* **THE TASK**
What you return must match the records below exactly, down to each character.

* **PROVIDED DATA**

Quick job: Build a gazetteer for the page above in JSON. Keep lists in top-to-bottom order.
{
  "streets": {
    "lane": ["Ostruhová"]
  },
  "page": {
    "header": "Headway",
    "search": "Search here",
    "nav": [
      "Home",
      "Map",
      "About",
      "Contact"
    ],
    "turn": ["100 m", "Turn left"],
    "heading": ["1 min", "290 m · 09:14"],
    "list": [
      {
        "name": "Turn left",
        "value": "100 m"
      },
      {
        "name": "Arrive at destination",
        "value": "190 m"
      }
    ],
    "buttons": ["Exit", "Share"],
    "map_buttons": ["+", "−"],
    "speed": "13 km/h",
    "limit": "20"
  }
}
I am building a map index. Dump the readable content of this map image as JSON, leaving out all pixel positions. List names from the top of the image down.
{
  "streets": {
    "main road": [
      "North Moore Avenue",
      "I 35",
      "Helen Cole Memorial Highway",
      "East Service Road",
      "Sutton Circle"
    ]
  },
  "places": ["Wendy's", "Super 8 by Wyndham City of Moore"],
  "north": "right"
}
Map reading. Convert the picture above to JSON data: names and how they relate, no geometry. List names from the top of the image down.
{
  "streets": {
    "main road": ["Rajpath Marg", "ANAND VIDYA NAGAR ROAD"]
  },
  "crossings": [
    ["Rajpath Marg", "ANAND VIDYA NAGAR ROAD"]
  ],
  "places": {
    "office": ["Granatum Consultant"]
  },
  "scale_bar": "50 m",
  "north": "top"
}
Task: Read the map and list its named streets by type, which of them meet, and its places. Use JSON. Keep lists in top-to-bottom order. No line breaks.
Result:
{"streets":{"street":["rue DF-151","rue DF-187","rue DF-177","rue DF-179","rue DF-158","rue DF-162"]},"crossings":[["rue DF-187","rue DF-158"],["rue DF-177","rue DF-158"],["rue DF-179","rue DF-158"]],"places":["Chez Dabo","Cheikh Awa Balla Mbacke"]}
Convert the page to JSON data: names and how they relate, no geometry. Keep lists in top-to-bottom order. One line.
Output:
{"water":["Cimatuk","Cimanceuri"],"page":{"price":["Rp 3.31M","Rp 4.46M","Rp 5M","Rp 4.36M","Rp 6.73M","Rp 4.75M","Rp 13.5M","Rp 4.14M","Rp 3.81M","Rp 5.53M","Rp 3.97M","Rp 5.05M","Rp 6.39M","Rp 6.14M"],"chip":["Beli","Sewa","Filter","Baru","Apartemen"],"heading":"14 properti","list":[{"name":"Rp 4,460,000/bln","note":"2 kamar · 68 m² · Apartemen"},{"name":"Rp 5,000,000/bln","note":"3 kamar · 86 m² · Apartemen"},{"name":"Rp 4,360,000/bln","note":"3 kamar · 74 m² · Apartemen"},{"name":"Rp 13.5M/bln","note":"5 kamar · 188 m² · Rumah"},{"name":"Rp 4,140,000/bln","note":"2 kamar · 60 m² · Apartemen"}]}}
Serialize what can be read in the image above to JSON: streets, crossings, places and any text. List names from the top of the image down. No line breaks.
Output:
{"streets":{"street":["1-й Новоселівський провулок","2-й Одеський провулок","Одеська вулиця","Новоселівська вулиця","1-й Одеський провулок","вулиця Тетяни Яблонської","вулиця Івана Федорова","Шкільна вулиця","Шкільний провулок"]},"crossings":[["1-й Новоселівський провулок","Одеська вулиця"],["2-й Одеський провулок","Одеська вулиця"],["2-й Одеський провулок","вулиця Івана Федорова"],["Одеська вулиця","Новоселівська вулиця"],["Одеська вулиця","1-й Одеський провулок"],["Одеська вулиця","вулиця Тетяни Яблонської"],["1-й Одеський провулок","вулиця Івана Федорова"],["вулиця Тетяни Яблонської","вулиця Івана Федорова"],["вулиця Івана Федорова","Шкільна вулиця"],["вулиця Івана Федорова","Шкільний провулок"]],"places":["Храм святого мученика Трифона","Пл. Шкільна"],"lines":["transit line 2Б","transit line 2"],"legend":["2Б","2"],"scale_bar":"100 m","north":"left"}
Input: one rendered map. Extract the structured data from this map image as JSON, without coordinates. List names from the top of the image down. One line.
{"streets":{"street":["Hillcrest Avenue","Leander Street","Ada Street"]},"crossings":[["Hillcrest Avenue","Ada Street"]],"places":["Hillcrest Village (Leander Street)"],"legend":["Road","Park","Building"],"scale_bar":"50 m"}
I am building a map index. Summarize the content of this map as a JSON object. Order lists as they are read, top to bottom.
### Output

* **YOUR RESPONSE**
Quick job: Build a gazetteer for the page above in JSON. Keep lists in top-to-bottom order.
{
  "streets": {
    "lane": ["Ostruhová"]
  },
  "page": {
    "header": "Headway",
    "search": "Search here",
    "nav": [
      "Home",
      "Map",
      "About",
      "Contact"
    ],
    "turn": ["100 m", "Turn left"],
    "heading": ["1 min", "290 m · 09:14"],
    "list": [
      {
        "name": "Turn left",
        "value": "100 m"
      },
      {
        "name": "Arrive at destination",
        "value": "190 m"
      }
    ],
    "buttons": ["Exit", "Share"],
    "map_buttons": ["+", "−"],
    "speed": "13 km/h",
    "limit": "20"
  }
}
I am building a map index. Dump the readable content of this map image as JSON, leaving out all pixel positions. List names from the top of the image down.
{
  "streets": {
    "main road": [
      "North Moore Avenue",
      "I 35",
      "Helen Cole Memorial Highway",
      "East Service Road",
      "Sutton Circle"
    ]
  },
  "places": ["Wendy's", "Super 8 by Wyndham City of Moore"],
  "north": "right"
}
Map reading. Convert the picture above to JSON data: names and how they relate, no geometry. List names from the top of the image down.
{
  "streets": {
    "main road": ["Rajpath Marg", "ANAND VIDYA NAGAR ROAD"]
  },
  "crossings": [
    ["Rajpath Marg", "ANAND VIDYA NAGAR ROAD"]
  ],
  "places": {
    "office": ["Granatum Consultant"]
  },
  "scale_bar": "50 m",
  "north": "top"
}
Task: Read the map and list its named streets by type, which of them meet, and its places. Use JSON. Keep lists in top-to-bottom order. No line breaks.
Result:
{"streets":{"street":["rue DF-151","rue DF-187","rue DF-177","rue DF-179","rue DF-158","rue DF-162"]},"crossings":[["rue DF-187","rue DF-158"],["rue DF-177","rue DF-158"],["rue DF-179","rue DF-158"]],"places":["Chez Dabo","Cheikh Awa Balla Mbacke"]}
Convert the page to JSON data: names and how they relate, no geometry. Keep lists in top-to-bottom order. One line.
Output:
{"water":["Cimatuk","Cimanceuri"],"page":{"price":["Rp 3.31M","Rp 4.46M","Rp 5M","Rp 4.36M","Rp 6.73M","Rp 4.75M","Rp 13.5M","Rp 4.14M","Rp 3.81M","Rp 5.53M","Rp 3.97M","Rp 5.05M","Rp 6.39M","Rp 6.14M"],"chip":["Beli","Sewa","Filter","Baru","Apartemen"],"heading":"14 properti","list":[{"name":"Rp 4,460,000/bln","note":"2 kamar · 68 m² · Apartemen"},{"name":"Rp 5,000,000/bln","note":"3 kamar · 86 m² · Apartemen"},{"name":"Rp 4,360,000/bln","note":"3 kamar · 74 m² · Apartemen"},{"name":"Rp 13.5M/bln","note":"5 kamar · 188 m² · Rumah"},{"name":"Rp 4,140,000/bln","note":"2 kamar · 60 m² · Apartemen"}]}}
Serialize what can be read in the image above to JSON: streets, crossings, places and any text. List names from the top of the image down. No line breaks.
Output:
{"streets":{"street":["1-й Новоселівський провулок","2-й Одеський провулок","Одеська вулиця","Новоселівська вулиця","1-й Одеський провулок","вулиця Тетяни Яблонської","вулиця Івана Федорова","Шкільна вулиця","Шкільний провулок"]},"crossings":[["1-й Новоселівський провулок","Одеська вулиця"],["2-й Одеський провулок","Одеська вулиця"],["2-й Одеський провулок","вулиця Івана Федорова"],["Одеська вулиця","Новоселівська вулиця"],["Одеська вулиця","1-й Одеський провулок"],["Одеська вулиця","вулиця Тетяни Яблонської"],["1-й Одеський провулок","вулиця Івана Федорова"],["вулиця Тетяни Яблонської","вулиця Івана Федорова"],["вулиця Івана Федорова","Шкільна вулиця"],["вулиця Івана Федорова","Шкільний провулок"]],"places":["Храм святого мученика Трифона","Пл. Шкільна"],"lines":["transit line 2Б","transit line 2"],"legend":["2Б","2"],"scale_bar":"100 m","north":"left"}
Input: one rendered map. Extract the structured data from this map image as JSON, without coordinates. List names from the top of the image down. One line.
{"streets":{"street":["Hillcrest Avenue","Leander Street","Ada Street"]},"crossings":[["Hillcrest Avenue","Ada Street"]],"places":["Hillcrest Village (Leander Street)"],"legend":["Road","Park","Building"],"scale_bar":"50 m"}
I am building a map index. Summarize the content of this map as a JSON object. Order lists as they are read, top to bottom.
### Output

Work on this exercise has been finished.